Tangier: A Novel
Page 17
PART V
FALL 1995
TWENTY-THREE
The message, left during the night in Chaffee’s box behind the front desk, seemed clear enough—and not clear at all.
Handwritten in pencil on cheap paper, it read in clumsy French: “Meet me in the medina. Marsa Gate near the Grande Mosque. Ten-thirty tonight. I hold information about your father you must know.”
There was no signature.
Miloud Mansour said he had found it on the desk the previous evening, before he had locked the doors for the night, but had not seen who left it.
Wordlessly, Chaffee set the note on the desk and turned it toward Mansour.
The Moroccan read, lips pursed, and slowly shook his head. “Do not go, Monsieur Chaffee.”
“Why?”
“Whoever wrote this has little education.”
“Why should I care how long he spent in school?”
Looking at the note again, Mansour said, “He is an ignorant, penniless man. This sort is not worth knowing.”
“I’m not going to have tea with him. I only want to find out what he knows.” He looked at the note. “Why ten-thirty, do you suppose?”

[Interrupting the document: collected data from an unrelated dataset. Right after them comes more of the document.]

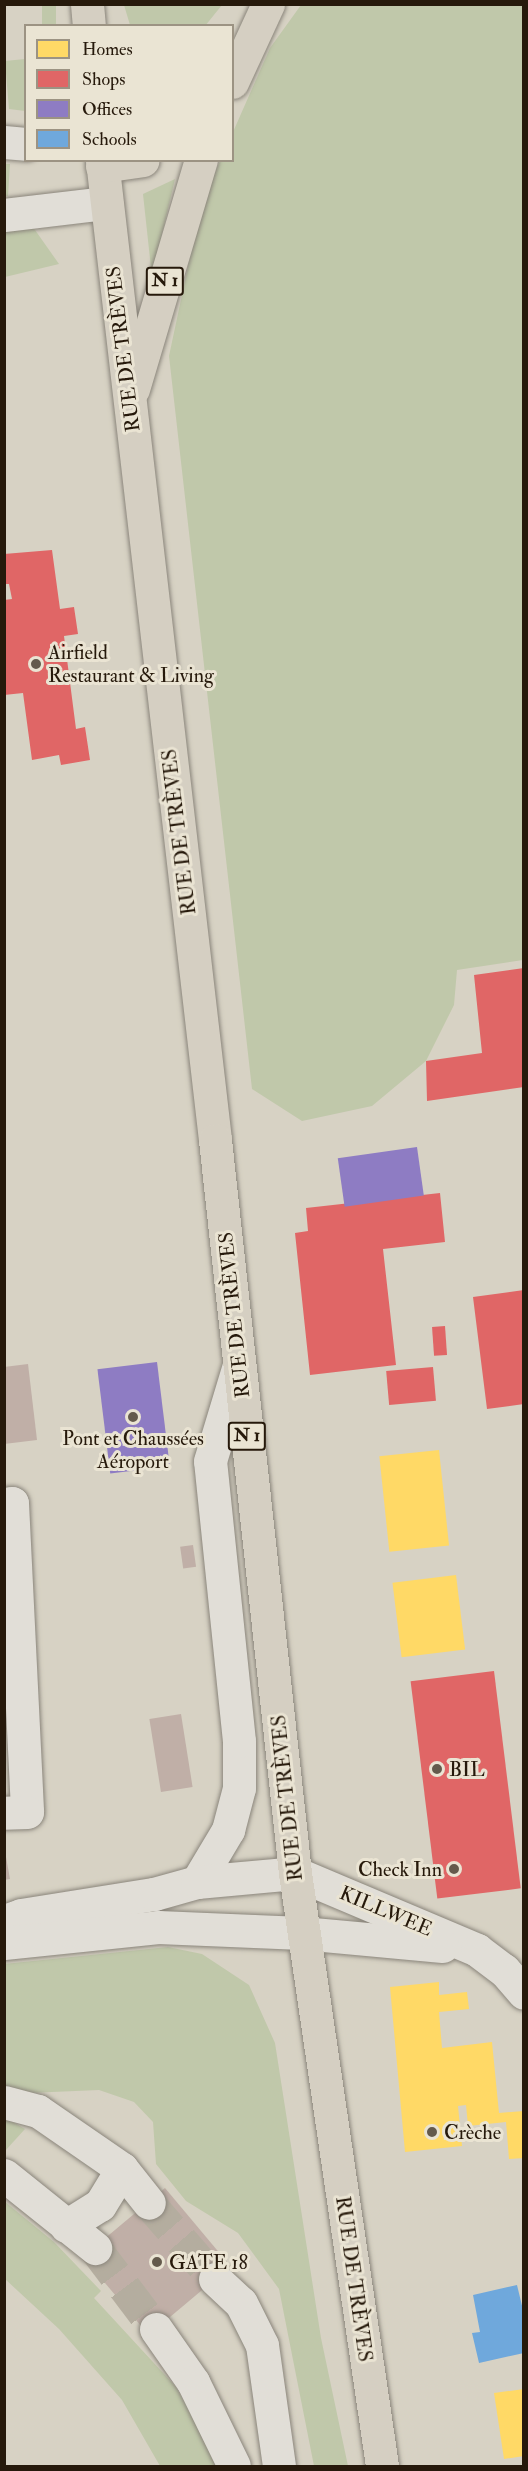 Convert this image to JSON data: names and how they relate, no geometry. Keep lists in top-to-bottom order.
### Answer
{
  "streets": {
    "main road": ["N 1", "RUE DE TRÈVES"],
    "street": ["KILLWEE"]
  },
  "crossings": [
    ["N 1", "RUE DE TRÈVES"],
    ["RUE DE TRÈVES", "KILLWEE"]
  ],
  "places": [
    "Airfield Restaurant & Living",
    "Pont et Chaussées Aéroport",
    "BIL",
    "Check Inn",
    "Crèche",
    "GATE 18"
  ],
  "legend": [
    "Homes",
    "Shops",
    "Offices",
    "Schools"
  ]
} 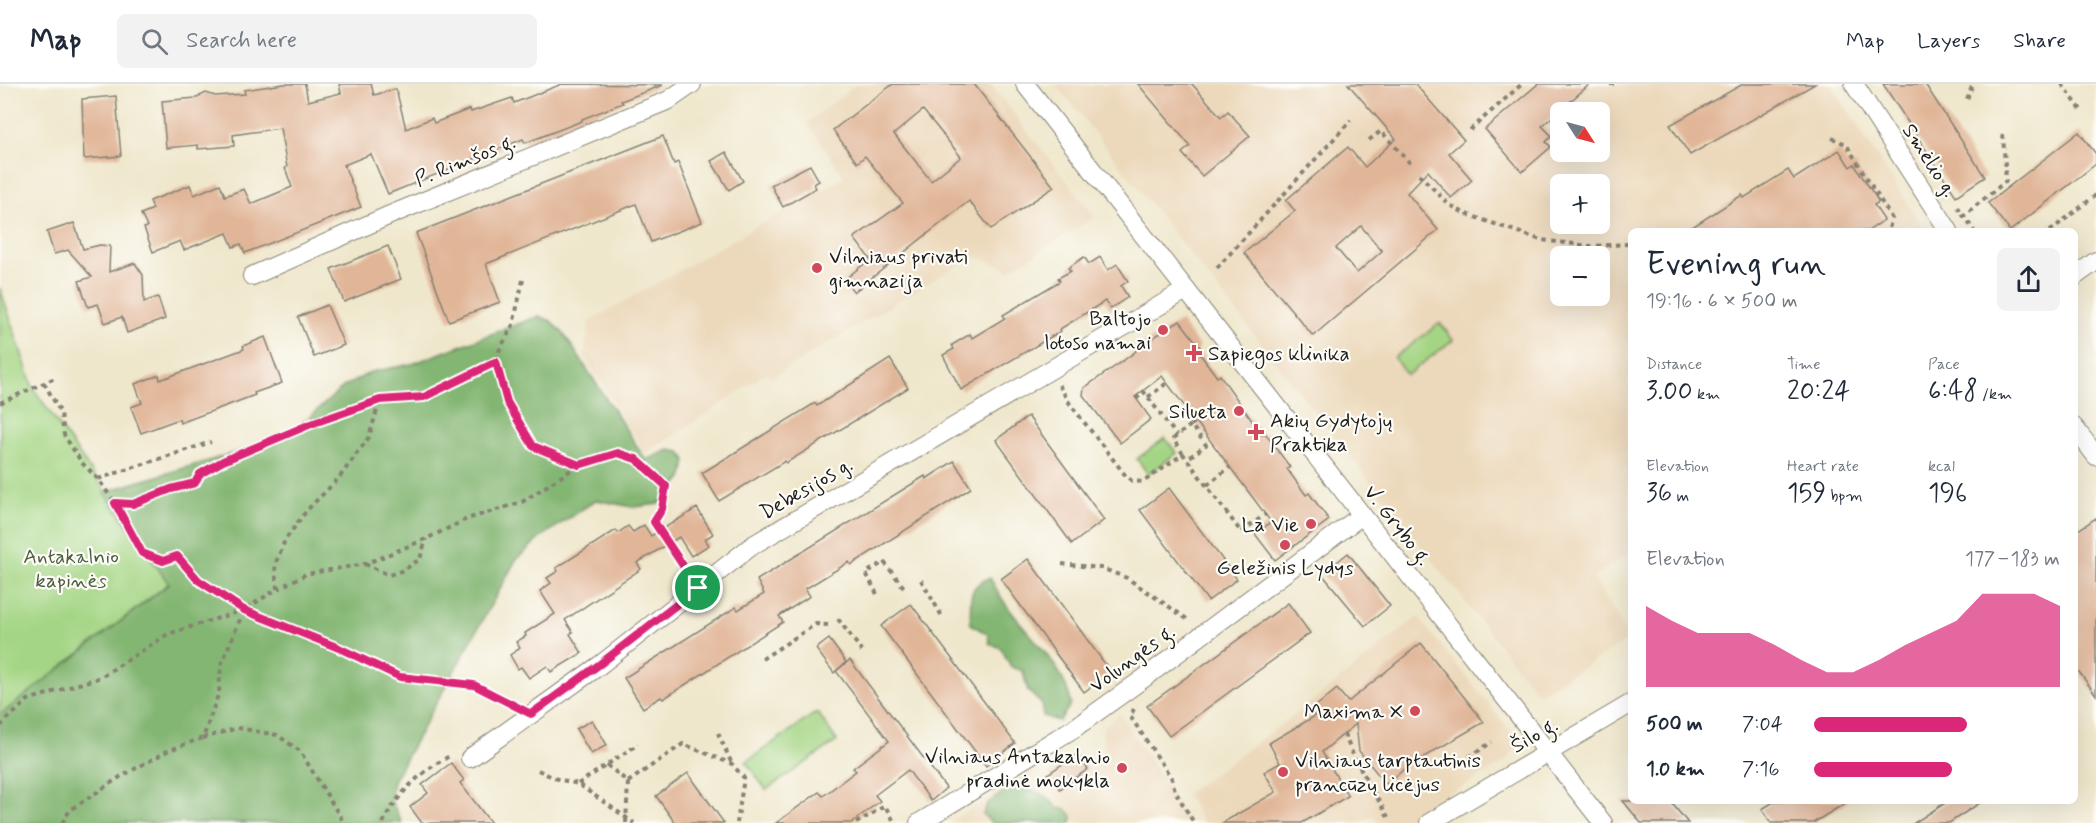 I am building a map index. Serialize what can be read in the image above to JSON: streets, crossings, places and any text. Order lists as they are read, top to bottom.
{
  "streets": {
    "street": [
      "P. Rimšos g.",
      "Smėlio g.",
      "Debesijos g.",
      "V. Grybo g.",
      "Volungės g.",
      "Šilo g."
    ]
  },
  "crossings": [
    ["Debesijos g.", "V. Grybo g."],
    ["V. Grybo g.", "Volungės g."],
    ["V. Grybo g.", "Šilo g."]
  ],
  "parks": ["Antakalnio kapinės"],
  "places": {
    "other": [
      "Vilniaus privati gimnazija",
      "Baltojo lotoso namai",
      "Silueta",
      "La Vie",
      "Geležinis Lydys",
      "Maxima X",
      "Vilniaus Antakalnio pradinė mokykla",
      "Vilniaus tarptautinis prancūzų licėjus"
    ],
    "health": ["Sapiegos klinika", "Akių Gydytojų Praktika"]
  },
  "north": "bottom right",
  "page": {
    "header": "Map",
    "search": "Search here",
    "nav": ["Map", "Layers", "Share"],
    "map_buttons": ["+", "−"],
    "heading": ["Evening run", "19:16 · 6 × 500 m"],
    "stats": [
      ["Distance", "3.00 km"],
      ["Time", "20:24"],
      ["Pace", "6:48 /km"],
      ["Elevation", "36 m"],
      ["Heart rate", "159 bpm"],
      ["kcal", "196"]
    ],
    "chart": ["Elevation", "177–183 m"],
    "list": [
      {
        "name": "500 m",
        "note": "7:04"
      },
      {
        "name": "1.0 km",
        "note": "7:16"
      }
    ]
  }
}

“That is likely when he is through beating his wife—or, I think more likely, when his wife is through beating him.”
For a long time Chaffee regarded the note, weighing Mansour’s prejudices against his own hopes. Finally, he looked up. “This is something I must do.”
Miloud Mansour shrugged and gave Chaffee a sad little smile. “Then you must.”
The Marsa Gate lay near the Grand Mosque. During the day, the area was choked with booths and wooden tables offering everything from tiny boxes of laundry detergent to cheap plastic toys and inexpensive headscarves. By evening, though, all the merchants had folded up and gone home, leaving the deserted street illumined only by light from the homes of the good people who had more sense than to be out in the street at this hour.
Standing at the top of the steps leading up to the gate, blowing on his hands, Chaffee reflected that he had no such sense. He had been waiting more than thirty minutes and was very cold. His warm room at les Ambassadeurs grew increasingly appealing. The idea of going home also looked more attractive every minute.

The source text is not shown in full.